An elderly woman verbally told her good friend and caregiver of many years that she wanted her to have all her jewellery when she died.  She repeatedly said this. 

The elderly woman died, leaving a Will, which made no mention of the jewellery going to her friend.  Although the friend received a gift of money under the Will, this did not compare to the sentimental value that attached to the jewellery.  Not to mention the fact that she knew her elderly friend’s wish was for her to receive the jewellery.

Unfortunately, because the jewellery was not specifically referred to in the Will, it fell into that part of the deceased’s estate that was to be divided among the deceased’s family. 

In situations like this, the Will is the only binding document.  Even something handwritten and signed by the deceased before they died may not be sufficient, as there are strict witnessing requirements surrounding the signing of Wills. 

There are laws that mean the friend can make a claim against the Estate as the deceased promised to give her something for work carried out in her lifetime, but this can be difficult to prove, may result in conflict with those entitled under the Will to the deceased’s property, and sometimes even results in court proceedings.
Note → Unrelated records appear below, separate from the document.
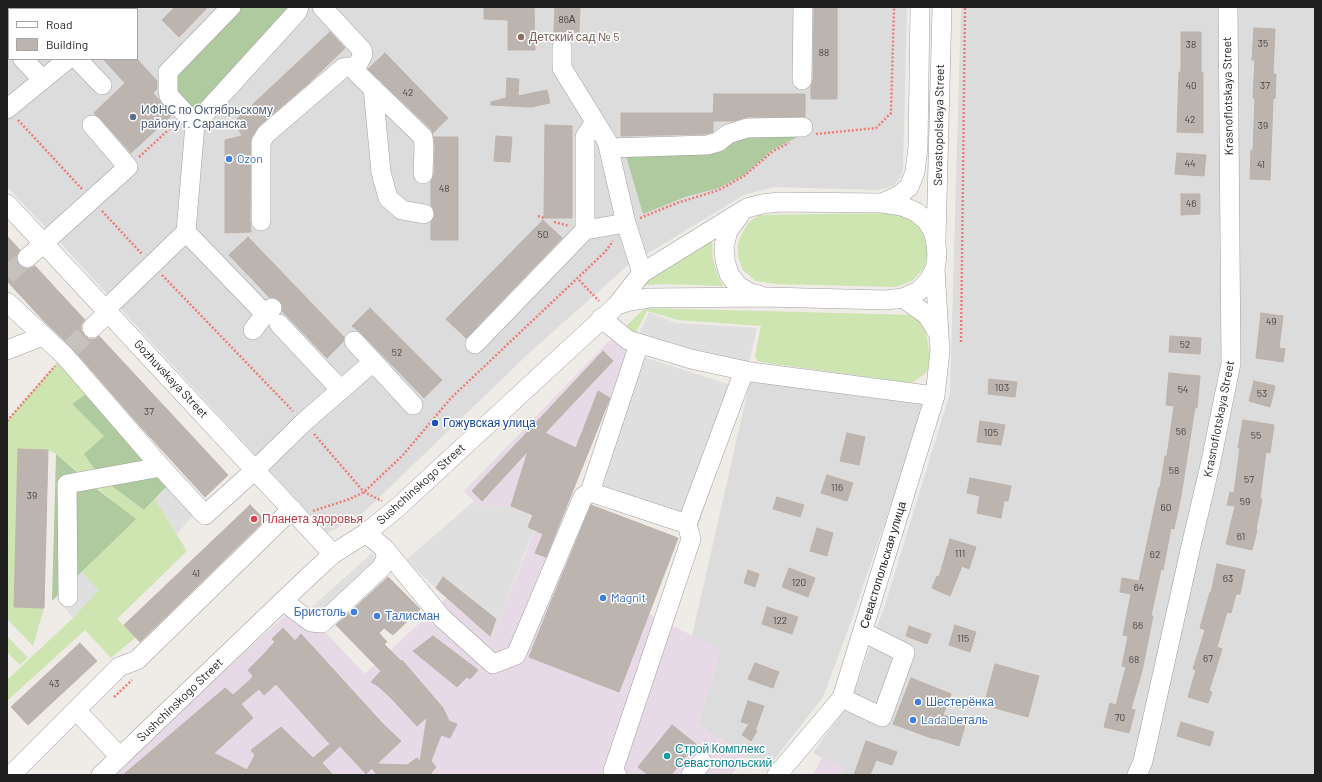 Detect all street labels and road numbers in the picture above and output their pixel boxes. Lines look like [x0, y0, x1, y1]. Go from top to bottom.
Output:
street label: Krasnoflotskaya Street [1220, 36, 1236, 156]
street label: Sevastopolskaya Street [931, 64, 947, 186]
street label: Gozhuvskaya Street [131, 337, 211, 421]
street label: Krasnoflotskaya Street [1201, 359, 1237, 479]
street label: Sushchinskogo Street [374, 440, 468, 528]
street label: Севастопольская улица [857, 500, 909, 630]
street label: Sushchinskogo Street [134, 655, 226, 745] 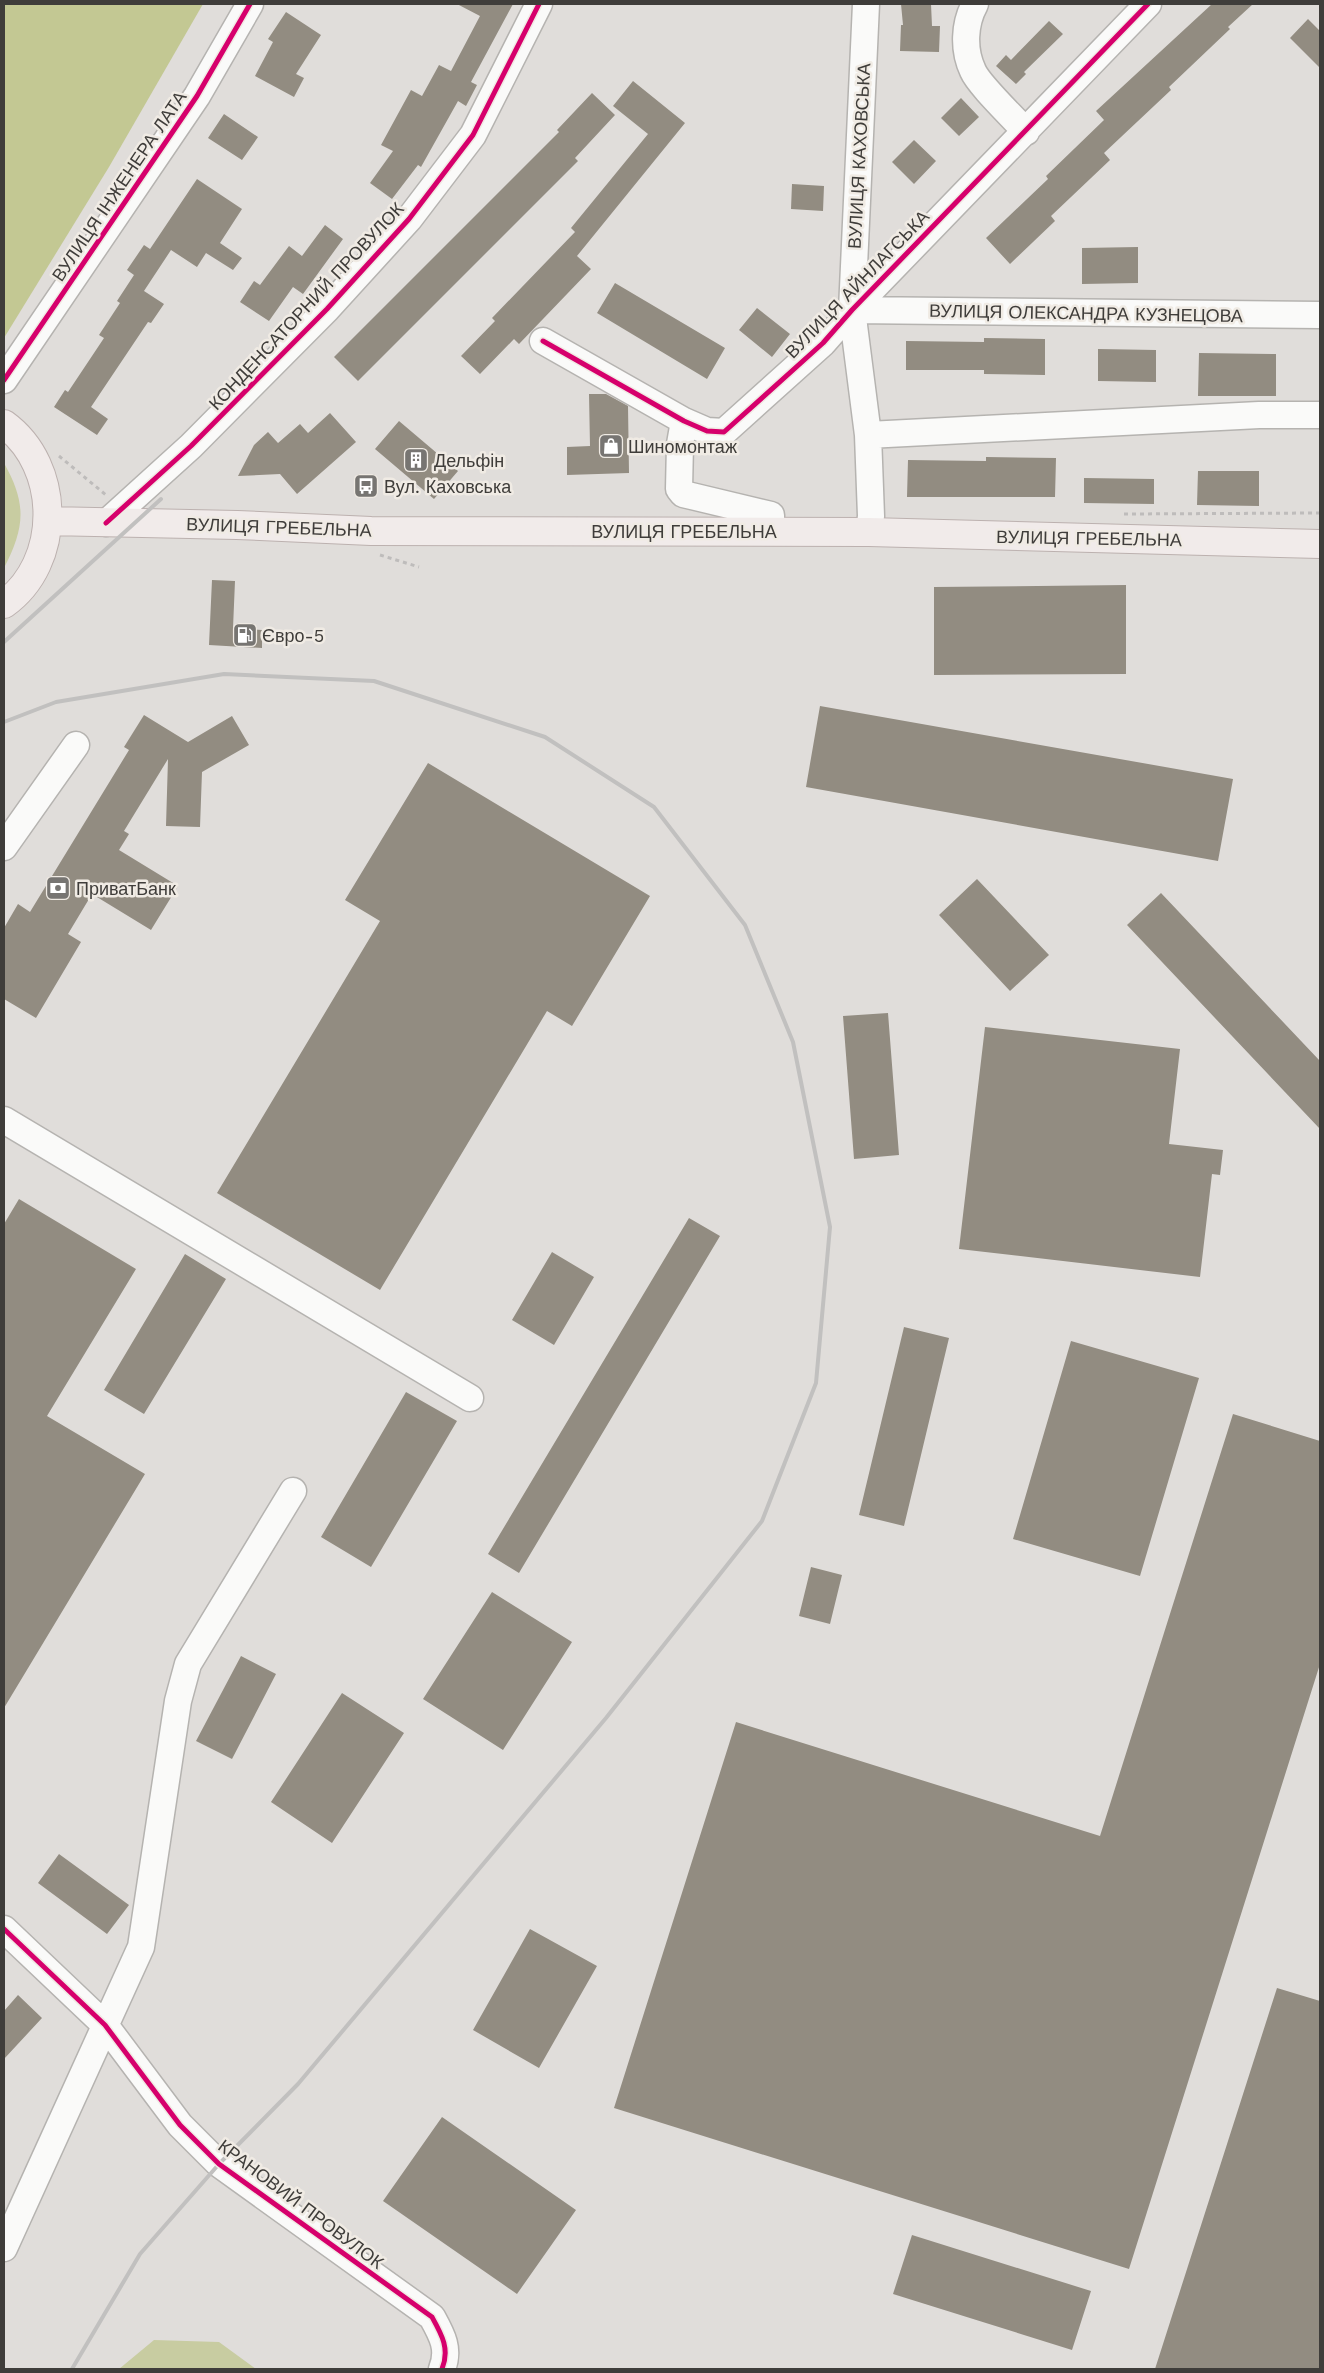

If you have a specific wish regarding any of your property after your death, make sure you put it in your Will!  It may avert disputes between family and friends that could occur over your estate.

If you do not have a Will, the results are even worse!  In that situation, who gets your property is decided by rules set out in the Administration Act.  Not having a valid Will or having a Will that does not accurately reflect your intentions can produce unintended, and emotionally painful, results for your family and loved ones.

If you don’t have a Will, now is the time to remedy that.  If you have a Will, it is a good idea to review it to make sure that it still reflects your intentions.